Cancellations and Timeouts

Coroutines can be cancelled, which will stop the code within the coroutine from further execution. Coroutine cancellations aren’t related to the thread terminations that we’re used to in Java. Cancellations are lightweight and have effect across the hierarchy of coroutines that share context.

Both the Job object, which is returned by launch(), and the Deferred<T> object, which is returned by async(), have a cancel() and a cancelAndJoin() method. We can use these methods to explicitly cancel a coroutine, but there’s a catch. A coroutine is cancelled only if it is currently in a suspension point. If a coroutine is busy executing code, it won’t receive the cancellation notice and may not bail out. Let’s discuss this further and find ways to deal with this behavior.

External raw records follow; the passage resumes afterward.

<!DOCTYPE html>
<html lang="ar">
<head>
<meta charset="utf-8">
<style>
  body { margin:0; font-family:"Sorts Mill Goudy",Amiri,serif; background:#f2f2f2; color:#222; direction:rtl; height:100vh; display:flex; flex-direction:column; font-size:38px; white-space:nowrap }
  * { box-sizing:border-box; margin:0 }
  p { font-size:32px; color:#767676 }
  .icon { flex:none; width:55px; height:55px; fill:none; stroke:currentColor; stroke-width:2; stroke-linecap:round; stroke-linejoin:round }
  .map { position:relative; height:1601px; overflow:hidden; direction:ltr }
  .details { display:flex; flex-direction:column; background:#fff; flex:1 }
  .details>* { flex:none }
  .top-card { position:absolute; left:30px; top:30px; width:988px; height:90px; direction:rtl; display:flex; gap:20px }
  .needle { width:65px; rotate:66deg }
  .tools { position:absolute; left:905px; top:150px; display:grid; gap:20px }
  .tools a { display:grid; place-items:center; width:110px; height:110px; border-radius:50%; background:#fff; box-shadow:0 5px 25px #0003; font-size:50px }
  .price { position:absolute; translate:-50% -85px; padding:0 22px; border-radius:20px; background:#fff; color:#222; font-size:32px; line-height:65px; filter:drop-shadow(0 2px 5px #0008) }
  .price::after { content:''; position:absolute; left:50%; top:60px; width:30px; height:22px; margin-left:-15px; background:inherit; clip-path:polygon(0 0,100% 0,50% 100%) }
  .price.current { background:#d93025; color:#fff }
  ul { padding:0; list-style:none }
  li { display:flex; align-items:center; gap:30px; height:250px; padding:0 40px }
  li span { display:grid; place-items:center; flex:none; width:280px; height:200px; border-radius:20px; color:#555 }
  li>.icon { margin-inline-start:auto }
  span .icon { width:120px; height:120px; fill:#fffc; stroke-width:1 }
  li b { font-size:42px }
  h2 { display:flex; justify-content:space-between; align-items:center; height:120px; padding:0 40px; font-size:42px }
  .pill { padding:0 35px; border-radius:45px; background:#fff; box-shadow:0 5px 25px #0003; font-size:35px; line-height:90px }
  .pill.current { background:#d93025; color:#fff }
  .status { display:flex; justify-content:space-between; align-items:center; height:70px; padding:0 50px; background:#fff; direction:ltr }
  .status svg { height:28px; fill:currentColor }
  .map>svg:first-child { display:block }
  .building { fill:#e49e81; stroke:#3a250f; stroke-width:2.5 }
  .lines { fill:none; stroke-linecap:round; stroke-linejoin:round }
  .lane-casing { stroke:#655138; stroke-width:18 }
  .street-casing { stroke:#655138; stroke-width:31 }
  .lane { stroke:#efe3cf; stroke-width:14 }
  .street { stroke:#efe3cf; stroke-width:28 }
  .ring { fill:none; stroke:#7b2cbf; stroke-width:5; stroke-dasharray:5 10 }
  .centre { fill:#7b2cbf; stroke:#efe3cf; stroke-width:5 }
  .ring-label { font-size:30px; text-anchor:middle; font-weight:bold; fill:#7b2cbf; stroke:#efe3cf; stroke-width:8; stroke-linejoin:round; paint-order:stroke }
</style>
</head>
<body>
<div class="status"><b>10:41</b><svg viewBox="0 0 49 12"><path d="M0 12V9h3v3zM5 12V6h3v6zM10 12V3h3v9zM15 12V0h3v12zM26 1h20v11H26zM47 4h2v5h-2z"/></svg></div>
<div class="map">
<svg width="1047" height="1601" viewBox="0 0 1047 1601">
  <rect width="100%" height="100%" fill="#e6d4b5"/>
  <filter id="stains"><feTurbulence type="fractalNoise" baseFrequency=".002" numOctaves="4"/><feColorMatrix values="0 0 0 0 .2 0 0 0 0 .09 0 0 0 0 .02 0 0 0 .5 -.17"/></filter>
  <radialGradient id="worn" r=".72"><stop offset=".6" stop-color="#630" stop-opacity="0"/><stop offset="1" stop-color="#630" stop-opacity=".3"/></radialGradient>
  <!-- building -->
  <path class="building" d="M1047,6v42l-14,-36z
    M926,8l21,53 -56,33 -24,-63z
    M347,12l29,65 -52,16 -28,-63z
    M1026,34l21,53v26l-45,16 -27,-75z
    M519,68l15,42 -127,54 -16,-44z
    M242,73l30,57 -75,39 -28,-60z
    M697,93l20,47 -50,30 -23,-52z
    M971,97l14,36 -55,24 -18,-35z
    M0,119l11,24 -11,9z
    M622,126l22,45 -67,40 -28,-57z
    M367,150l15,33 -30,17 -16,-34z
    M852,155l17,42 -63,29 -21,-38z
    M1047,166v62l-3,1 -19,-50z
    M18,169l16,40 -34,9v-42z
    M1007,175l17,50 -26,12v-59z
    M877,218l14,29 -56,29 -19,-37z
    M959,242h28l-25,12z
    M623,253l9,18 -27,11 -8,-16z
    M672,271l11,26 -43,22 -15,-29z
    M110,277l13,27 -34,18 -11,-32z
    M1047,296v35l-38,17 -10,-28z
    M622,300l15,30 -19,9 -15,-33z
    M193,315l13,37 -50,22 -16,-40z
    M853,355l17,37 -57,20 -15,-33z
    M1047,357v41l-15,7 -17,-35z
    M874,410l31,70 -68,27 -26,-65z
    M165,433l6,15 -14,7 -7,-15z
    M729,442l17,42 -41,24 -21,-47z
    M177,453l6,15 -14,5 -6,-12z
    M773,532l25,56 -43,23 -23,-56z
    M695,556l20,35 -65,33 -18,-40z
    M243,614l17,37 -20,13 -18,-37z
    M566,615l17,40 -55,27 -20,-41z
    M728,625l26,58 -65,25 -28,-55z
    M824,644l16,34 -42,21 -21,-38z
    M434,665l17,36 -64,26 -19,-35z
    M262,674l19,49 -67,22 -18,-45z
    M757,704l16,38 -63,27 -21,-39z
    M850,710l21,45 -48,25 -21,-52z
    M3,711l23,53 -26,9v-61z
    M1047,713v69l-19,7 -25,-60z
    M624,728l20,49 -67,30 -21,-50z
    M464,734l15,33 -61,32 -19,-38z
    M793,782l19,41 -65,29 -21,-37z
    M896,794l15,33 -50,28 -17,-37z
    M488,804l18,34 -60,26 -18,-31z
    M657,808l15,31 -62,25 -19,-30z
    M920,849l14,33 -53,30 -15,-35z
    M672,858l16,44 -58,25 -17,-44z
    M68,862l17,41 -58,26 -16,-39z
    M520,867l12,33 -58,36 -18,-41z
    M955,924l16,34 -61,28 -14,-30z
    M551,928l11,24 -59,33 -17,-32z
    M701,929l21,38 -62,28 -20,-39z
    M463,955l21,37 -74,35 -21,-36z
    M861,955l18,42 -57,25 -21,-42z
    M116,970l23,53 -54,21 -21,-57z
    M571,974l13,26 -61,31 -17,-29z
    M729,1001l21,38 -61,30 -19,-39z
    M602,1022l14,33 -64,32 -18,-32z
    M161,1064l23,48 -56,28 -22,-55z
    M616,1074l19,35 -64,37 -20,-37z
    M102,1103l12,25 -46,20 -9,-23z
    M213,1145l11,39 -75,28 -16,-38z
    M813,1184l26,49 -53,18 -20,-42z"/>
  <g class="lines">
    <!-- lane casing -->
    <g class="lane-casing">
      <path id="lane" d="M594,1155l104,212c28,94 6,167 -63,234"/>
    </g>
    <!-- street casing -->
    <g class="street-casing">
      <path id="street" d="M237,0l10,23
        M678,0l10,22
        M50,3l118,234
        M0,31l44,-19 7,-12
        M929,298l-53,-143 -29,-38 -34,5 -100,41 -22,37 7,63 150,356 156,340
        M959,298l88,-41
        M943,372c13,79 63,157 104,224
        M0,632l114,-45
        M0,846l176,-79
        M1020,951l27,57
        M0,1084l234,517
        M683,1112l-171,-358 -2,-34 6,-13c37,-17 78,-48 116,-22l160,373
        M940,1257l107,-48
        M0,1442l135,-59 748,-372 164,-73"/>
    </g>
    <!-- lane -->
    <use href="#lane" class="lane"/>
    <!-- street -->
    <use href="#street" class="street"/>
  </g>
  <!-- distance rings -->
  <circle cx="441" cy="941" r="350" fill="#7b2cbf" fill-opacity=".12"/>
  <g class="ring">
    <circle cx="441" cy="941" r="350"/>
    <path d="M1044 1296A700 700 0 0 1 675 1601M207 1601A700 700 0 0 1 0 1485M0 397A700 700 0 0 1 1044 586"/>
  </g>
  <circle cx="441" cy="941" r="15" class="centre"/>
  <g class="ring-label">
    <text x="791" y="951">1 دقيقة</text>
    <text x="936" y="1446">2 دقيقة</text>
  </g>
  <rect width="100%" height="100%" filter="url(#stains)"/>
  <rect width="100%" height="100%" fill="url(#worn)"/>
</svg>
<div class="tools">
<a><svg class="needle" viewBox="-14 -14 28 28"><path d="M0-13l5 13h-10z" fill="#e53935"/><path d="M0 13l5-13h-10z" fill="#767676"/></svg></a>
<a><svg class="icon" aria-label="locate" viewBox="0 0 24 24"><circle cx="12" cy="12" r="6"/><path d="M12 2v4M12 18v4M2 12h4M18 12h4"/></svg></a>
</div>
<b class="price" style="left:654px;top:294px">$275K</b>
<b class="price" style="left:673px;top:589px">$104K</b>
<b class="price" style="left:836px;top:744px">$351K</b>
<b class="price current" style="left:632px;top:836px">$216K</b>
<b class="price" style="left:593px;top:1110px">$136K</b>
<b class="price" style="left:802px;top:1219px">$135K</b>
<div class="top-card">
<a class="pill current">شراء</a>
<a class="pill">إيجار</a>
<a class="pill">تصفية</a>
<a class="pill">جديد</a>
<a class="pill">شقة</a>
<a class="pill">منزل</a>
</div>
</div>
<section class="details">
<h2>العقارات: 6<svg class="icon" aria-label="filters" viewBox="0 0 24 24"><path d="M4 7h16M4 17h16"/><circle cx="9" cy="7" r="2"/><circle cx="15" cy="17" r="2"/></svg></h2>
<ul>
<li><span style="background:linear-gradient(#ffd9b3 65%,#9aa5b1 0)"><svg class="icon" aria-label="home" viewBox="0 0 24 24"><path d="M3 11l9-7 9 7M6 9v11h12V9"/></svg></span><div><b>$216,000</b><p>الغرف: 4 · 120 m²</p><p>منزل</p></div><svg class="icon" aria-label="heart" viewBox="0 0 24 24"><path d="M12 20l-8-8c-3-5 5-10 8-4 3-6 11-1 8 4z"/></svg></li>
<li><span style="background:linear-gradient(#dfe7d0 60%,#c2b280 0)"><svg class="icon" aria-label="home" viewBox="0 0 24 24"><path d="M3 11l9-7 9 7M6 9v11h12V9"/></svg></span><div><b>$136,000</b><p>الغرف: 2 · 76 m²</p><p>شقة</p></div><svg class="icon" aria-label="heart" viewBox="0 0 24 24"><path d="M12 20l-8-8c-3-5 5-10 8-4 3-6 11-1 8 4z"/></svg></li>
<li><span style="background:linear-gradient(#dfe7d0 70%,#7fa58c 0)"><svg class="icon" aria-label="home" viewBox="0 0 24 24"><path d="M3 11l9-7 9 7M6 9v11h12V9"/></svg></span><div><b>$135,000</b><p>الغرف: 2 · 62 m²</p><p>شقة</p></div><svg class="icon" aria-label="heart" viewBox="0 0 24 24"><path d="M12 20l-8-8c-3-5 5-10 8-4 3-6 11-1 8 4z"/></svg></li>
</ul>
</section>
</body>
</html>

Kotlin provides structured concurrency, where coroutines that share a context form a hierarchical relationship. Coroutines that belong to a hierarchy follow some rules and exhibit prescribed behaviors:

  • A coroutine is considered to be a child of another coroutine if it shares the context of the coroutine that creates it.

  • A parent coroutine completes only after all its children complete.

  • Cancelling a parent cancels all its children.

  • A coroutine that has entered a suspension point may receive a CancellationException thrown from the suspension point.

  • A coroutine that is busy, that’s not in a suspension point, may check an isActive property to see if it was cancelled when it was busy.

  • If a coroutine has resources to clean up, that needs to happen within the finally block within the coroutine.

  • An unhandled exception will result in the cancellation of a coroutine.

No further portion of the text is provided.